0

When did the problem arise?

I was trying to use polr() method of R (via rpy2) for ordinal regression analysis using the following statement. In that statement, "Number of Steps" is my dependent variable. When I set (in the column header and also in the statement) underscore replacing the spaces (i.e. Number_of_Steps), everything works fine.

model = mass.polr('as.factor(Number of Steps) ~ Var2',
                  data=df_data, method='logistic',
                  Hess = True)
# Here, mass = importr('MASS')

However, with spaces (i.e. Number of Steps), I get the following error.

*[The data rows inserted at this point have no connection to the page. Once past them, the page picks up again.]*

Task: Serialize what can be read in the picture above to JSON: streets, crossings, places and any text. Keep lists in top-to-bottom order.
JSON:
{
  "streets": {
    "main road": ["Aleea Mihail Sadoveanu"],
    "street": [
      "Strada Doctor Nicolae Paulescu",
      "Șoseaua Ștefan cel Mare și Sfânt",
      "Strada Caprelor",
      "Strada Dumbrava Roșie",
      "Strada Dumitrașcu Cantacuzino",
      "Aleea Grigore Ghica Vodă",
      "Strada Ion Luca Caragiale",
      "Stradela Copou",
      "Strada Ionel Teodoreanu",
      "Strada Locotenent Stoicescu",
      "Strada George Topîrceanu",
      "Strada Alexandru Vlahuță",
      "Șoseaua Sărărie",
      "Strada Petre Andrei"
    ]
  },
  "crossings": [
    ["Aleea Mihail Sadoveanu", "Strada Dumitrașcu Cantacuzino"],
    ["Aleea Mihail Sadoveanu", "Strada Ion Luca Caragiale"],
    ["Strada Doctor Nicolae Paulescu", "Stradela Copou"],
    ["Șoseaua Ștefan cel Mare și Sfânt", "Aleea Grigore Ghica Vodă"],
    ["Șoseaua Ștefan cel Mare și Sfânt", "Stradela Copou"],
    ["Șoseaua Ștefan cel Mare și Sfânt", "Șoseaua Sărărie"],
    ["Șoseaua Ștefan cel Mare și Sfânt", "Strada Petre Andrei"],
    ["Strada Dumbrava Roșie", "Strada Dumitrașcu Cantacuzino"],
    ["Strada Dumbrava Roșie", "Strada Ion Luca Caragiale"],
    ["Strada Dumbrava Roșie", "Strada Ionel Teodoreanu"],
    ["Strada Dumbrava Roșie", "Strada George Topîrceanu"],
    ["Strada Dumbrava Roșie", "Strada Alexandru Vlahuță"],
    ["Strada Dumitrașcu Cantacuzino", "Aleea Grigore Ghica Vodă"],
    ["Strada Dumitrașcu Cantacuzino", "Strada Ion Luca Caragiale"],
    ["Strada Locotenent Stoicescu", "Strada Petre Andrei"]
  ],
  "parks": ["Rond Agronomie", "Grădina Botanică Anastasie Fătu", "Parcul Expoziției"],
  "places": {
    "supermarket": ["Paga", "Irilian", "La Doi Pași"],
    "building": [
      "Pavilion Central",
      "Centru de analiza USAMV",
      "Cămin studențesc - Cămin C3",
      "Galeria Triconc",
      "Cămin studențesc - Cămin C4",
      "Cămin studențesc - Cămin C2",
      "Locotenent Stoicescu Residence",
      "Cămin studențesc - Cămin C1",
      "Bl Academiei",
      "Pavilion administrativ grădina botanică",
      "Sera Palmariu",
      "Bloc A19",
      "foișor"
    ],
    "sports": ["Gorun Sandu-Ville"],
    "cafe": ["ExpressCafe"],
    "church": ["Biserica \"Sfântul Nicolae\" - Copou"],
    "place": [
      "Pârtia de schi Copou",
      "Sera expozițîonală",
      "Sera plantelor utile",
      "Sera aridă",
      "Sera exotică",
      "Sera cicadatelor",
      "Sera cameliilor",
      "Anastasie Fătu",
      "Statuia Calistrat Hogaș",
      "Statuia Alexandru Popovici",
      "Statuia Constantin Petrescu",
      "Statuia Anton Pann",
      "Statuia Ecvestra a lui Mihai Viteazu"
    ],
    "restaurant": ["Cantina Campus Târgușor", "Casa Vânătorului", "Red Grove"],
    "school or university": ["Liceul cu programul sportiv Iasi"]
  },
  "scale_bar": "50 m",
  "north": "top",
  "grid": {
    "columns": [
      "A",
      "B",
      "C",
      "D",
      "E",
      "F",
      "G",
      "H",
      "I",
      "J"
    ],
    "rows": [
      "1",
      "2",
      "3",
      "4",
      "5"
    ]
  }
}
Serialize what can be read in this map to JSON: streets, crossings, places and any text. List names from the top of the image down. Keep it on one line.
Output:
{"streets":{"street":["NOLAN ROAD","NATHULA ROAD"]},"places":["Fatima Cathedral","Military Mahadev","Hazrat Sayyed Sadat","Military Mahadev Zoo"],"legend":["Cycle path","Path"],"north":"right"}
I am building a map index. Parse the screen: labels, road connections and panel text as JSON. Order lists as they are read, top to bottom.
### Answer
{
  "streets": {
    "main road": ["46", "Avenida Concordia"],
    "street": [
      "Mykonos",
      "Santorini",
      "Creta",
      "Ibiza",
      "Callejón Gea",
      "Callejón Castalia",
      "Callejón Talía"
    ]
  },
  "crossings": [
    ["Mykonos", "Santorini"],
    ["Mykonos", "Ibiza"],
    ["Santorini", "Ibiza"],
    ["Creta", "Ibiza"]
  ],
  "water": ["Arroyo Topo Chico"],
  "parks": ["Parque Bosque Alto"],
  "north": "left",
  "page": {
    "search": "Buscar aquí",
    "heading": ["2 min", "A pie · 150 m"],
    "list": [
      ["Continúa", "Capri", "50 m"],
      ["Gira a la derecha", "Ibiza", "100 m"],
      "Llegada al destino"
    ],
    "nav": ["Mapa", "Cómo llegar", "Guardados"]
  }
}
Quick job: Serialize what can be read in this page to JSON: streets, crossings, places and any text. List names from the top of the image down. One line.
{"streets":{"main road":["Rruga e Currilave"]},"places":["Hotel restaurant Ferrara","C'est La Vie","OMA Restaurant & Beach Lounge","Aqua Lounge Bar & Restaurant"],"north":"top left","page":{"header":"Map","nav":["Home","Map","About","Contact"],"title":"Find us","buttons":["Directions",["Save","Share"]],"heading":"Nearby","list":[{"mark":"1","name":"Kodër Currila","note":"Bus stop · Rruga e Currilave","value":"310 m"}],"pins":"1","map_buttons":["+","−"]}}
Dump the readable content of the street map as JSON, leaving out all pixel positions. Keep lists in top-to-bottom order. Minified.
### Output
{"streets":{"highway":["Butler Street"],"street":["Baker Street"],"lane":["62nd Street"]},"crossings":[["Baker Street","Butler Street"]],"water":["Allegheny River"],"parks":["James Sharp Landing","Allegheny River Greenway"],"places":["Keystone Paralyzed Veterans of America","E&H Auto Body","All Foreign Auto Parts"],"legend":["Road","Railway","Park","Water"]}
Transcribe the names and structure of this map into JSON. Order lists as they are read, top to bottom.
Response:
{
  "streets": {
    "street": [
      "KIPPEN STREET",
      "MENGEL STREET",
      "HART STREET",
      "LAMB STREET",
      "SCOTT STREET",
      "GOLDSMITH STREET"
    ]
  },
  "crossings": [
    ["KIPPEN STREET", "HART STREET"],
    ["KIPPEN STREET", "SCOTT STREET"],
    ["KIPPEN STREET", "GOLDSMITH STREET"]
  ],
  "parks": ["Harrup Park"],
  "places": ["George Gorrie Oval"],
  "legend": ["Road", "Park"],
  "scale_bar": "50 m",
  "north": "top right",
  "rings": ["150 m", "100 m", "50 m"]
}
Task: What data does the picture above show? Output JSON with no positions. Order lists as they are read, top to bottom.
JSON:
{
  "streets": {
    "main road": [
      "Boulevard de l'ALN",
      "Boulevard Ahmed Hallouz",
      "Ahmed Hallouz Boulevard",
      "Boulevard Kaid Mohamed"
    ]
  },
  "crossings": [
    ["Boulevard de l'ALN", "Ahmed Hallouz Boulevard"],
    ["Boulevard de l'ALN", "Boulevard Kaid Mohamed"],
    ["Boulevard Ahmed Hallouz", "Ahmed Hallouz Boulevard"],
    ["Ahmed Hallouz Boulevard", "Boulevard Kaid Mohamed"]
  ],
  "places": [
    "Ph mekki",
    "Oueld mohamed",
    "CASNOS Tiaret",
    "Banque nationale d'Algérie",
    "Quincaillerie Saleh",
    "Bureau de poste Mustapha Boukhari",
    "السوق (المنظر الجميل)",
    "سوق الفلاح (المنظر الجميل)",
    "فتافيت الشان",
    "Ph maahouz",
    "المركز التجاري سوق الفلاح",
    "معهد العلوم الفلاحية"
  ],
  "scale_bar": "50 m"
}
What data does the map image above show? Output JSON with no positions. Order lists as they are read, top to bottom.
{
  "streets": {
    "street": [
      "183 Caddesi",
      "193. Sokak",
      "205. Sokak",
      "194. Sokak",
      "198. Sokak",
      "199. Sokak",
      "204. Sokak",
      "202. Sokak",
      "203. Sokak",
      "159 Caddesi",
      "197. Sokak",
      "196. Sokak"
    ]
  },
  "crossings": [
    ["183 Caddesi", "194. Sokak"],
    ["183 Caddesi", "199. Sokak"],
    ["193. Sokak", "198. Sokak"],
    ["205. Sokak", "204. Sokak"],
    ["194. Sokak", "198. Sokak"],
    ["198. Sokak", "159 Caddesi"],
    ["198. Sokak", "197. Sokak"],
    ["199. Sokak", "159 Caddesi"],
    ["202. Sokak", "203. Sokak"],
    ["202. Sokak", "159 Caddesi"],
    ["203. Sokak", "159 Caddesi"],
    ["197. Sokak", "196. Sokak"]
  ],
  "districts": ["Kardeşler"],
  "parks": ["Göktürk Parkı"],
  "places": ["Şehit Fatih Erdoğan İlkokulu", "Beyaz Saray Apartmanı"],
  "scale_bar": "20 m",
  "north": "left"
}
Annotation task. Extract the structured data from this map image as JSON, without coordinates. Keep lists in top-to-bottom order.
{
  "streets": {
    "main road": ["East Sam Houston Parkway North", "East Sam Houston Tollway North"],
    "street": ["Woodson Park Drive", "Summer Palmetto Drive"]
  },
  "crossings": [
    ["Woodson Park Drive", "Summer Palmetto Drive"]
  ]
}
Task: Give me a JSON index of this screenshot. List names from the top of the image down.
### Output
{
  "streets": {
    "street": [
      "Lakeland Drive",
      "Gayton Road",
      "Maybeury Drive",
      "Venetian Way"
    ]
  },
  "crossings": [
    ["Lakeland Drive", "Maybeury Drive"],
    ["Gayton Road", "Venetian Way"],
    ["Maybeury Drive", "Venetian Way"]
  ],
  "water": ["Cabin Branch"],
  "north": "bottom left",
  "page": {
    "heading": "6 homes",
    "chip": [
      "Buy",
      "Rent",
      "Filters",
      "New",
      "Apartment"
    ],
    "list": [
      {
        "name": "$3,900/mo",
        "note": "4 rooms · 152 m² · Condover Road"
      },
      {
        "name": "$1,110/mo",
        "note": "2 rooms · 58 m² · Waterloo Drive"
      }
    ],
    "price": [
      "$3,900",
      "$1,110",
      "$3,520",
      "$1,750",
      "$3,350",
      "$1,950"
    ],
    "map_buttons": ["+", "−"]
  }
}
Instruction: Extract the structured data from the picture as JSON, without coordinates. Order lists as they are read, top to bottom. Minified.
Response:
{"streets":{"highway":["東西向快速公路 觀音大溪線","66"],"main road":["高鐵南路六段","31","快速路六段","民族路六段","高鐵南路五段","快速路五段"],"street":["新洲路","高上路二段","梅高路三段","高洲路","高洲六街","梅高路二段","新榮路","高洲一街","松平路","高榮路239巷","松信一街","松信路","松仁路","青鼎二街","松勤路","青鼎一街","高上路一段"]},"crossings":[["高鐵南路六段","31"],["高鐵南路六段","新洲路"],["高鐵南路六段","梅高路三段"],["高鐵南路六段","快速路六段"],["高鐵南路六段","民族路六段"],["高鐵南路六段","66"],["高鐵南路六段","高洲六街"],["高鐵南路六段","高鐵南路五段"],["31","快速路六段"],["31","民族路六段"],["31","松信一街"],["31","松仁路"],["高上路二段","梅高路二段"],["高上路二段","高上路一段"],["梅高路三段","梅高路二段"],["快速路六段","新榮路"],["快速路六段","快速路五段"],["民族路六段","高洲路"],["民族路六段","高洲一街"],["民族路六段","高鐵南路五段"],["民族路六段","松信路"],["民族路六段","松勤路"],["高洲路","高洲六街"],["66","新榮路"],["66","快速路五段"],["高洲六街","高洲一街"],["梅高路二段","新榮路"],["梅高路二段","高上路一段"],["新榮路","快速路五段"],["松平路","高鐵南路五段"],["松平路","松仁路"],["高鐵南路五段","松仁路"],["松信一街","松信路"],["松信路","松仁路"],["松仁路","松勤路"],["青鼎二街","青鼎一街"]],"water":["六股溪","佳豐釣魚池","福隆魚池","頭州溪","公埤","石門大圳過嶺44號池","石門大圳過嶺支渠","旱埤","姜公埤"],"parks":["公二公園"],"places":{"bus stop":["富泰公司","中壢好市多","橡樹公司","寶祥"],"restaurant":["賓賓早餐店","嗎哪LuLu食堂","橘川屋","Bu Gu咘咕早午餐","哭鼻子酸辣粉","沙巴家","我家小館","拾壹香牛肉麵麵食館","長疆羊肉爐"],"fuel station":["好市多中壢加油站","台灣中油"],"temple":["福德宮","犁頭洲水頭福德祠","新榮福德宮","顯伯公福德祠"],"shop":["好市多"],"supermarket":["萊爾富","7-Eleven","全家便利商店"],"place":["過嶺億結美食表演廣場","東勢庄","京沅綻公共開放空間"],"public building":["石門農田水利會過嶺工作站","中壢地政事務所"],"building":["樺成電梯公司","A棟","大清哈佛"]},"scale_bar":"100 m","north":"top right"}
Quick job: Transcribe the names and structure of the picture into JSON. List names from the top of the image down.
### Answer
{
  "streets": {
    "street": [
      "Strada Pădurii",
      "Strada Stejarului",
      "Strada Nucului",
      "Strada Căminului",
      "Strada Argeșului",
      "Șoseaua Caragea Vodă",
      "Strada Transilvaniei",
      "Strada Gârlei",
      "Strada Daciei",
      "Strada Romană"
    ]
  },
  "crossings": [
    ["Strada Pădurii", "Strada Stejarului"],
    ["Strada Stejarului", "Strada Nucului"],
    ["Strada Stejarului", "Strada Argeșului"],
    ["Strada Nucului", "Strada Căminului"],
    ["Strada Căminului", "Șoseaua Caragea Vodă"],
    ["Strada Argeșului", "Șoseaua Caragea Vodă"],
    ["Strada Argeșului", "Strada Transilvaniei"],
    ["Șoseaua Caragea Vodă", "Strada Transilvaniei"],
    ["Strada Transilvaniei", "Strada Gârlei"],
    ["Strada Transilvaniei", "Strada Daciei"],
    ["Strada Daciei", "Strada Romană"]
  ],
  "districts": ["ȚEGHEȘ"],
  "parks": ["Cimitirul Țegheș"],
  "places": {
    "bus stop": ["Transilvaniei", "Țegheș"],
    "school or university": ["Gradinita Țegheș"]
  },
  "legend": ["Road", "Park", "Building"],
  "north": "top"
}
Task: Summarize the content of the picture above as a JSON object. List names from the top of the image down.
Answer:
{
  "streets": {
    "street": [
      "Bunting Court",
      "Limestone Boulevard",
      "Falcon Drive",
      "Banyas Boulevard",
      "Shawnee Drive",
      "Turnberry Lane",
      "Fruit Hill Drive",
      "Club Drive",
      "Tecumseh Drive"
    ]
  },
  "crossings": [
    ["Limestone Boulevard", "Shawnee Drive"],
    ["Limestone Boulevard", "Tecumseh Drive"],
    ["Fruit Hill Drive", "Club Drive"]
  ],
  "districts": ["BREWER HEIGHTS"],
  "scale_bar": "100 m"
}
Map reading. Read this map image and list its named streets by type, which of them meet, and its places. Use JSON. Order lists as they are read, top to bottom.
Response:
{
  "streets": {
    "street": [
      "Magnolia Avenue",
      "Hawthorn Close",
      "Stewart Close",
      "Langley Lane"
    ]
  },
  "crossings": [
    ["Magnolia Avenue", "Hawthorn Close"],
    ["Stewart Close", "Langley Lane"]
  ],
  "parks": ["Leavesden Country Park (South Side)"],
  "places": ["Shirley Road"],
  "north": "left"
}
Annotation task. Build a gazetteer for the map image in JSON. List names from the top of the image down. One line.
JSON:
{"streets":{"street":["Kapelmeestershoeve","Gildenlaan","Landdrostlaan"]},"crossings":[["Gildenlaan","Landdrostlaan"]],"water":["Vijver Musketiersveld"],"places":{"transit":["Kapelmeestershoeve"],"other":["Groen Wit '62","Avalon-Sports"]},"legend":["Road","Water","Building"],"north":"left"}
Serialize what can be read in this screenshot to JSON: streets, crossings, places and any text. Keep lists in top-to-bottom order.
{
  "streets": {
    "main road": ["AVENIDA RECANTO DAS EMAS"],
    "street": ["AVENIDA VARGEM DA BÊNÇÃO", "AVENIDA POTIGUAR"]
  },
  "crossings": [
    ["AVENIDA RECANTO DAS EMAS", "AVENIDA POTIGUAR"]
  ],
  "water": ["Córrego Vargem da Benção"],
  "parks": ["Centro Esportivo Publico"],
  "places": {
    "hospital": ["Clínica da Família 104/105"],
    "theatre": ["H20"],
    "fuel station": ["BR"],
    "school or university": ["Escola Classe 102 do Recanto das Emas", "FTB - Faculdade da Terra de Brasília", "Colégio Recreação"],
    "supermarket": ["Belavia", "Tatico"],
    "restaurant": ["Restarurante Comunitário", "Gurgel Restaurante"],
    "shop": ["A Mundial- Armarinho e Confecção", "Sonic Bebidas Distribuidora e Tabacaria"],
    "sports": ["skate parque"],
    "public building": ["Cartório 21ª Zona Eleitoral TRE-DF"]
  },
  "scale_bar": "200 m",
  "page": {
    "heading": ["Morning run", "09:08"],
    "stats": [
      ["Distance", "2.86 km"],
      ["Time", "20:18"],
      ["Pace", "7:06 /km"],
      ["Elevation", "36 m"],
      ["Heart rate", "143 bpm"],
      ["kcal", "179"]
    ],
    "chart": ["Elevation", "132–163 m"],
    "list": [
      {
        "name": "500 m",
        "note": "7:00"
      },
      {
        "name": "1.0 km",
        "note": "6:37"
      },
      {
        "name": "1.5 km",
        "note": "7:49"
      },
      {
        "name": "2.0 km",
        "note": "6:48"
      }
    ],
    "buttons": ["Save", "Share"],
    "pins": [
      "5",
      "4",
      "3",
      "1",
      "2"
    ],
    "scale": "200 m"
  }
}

RRuntimeError: Error in parse(text = x, keep.source = FALSE) :
:1:17: unexpected symbol 1: as.factor(Number of

How did I try to solve the problem?

I have searched on google and also checked different questions in SO (e.g. this one) related to this problem. However, still, I do not find the solution of this problem.

Then, my question

How can I use space separated variable name (i.e. column header) in as.factor(variable name) during use of mass.polr()?

Thanks for reading!

lgautier
  • 11,363
  • 29
  • 42
Md. Sabbir Ahmed
  • 850
  • 8
  • 22

1 Answers1

1

This is not specific to rpy2. In R, one can use backticks ( ` ) to delimitate a symbol that contains spaces.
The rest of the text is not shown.